Now K is always given merely as a set, with no particular structure of its own. In particular the case K={0,1} is not presumed to have the structure of a Boolean algebra or even a lattice, while when K is the set of complex numbers it is not assumed to be a field.
So a Chu space amounts to just a matrix r over a plain set K. As such it hardly seems like a general or powerful notion. The spark that animates Chu spaces is the manner in which they transform. Whereas a set X transforms into a set Y with a single function f: X→Y, a Chu space (X,r,A) transforms into a Chu space (Y,s,B) with a pair of functions f: X→Y, g:B→A. These functions are not entirely independent, being required to satisfy s(f(x),b) = r(x,g(b)) for all x in X and b in B, called the adjointness condition. We call f and g adjoints of each other.
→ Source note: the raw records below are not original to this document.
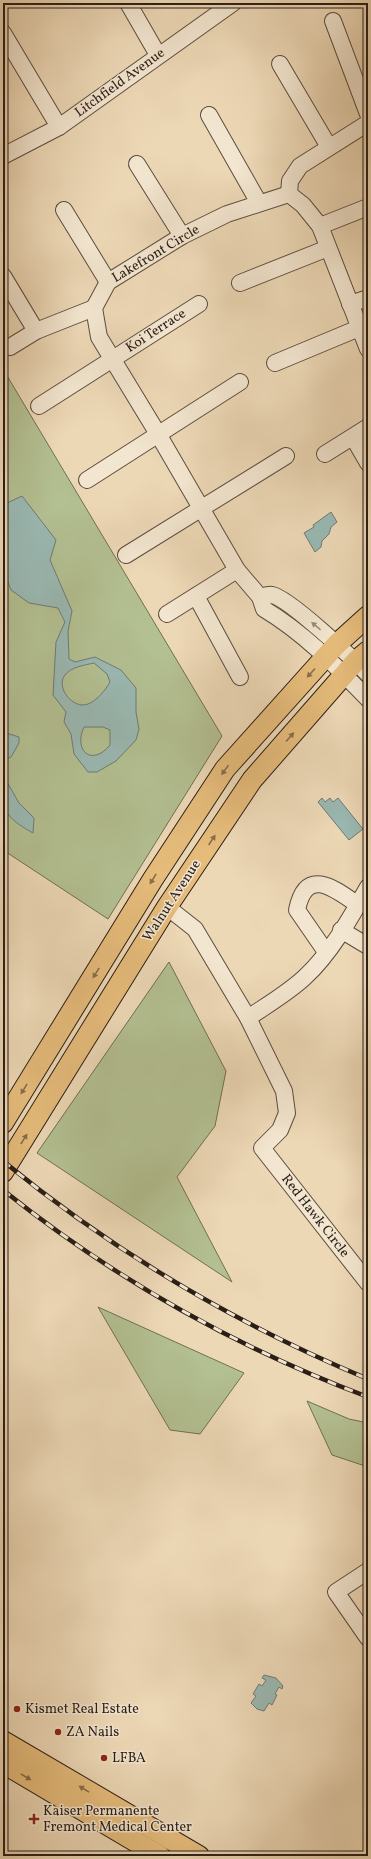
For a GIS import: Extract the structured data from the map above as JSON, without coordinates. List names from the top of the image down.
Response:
{
  "streets": {
    "main road": ["Walnut Avenue"],
    "street": [
      "Litchfield Avenue",
      "Lakefront Circle",
      "Koi Terrace",
      "Red Hawk Circle"
    ]
  },
  "places": {
    "other": ["Kismet Real Estate", "ZA Nails", "LFBA"],
    "health": ["Kaiser Permanente Fremont Medical Center"]
  }
}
In general there is no requirement that the rows and columns of the Chu space matrix be distinct. When they are however, each of the two functions f,g of a Chu transform determines the other. This can be seen by associating with f the matrix m(x,b) = s(f(x),b). By adjointness of f,g, m(x,b) = r(x,g(b)) as well. Thus each of f and g determines m.
Now if all the columns of (X,r,A) are distinct, that is, if (X,r,A) is extensional, there is only one possible function g:Y→X that can satisfy m(x,b) = r(x,g(b)) for all x and b. Hence under that assumption, m determines g whence so does f. Dually, if all the rows of (Y,s,B) are distinct, that is, if (Y,s,B) is separated, there is only one possible f: A→B that can satisfy m(x,b) = s(f(x),b). So under that assumption, m determines f whence so does g.
So actually f and g are far from independent. Even without any requirement of distinct rows or columns, if we know f then g is almost completely determined: the only degree of freedom it has is in choosing one column from a set of columns all having the same entries. We say that such columns are isomorphic. Two Chu spaces are equivalent when they have the same sets of rows and columns up to isomorphism, without regard for the identities of the subjects or predicates.
We interpret r(x,a)=1 as meaning x∈a (x is a member of a), and r(x,a)=0 as x∉a (x is not a member of a).
No additional restriction on the notion of Chu transform is needed, as it exactly expresses the standard notion of continuity for ordinary topological spaces. It achieves this as follows. The adjointness condition on (f,g) asserts x∈g(b) ⇔ f(x)∈b, that is, g(b) = {x|f(x)∈b}. But this is exactly the notion of inverse image of f. The requirement that g map B to A then asserts that the inverse image of each open set of (Y,s,B) is an open set of (X,r,A).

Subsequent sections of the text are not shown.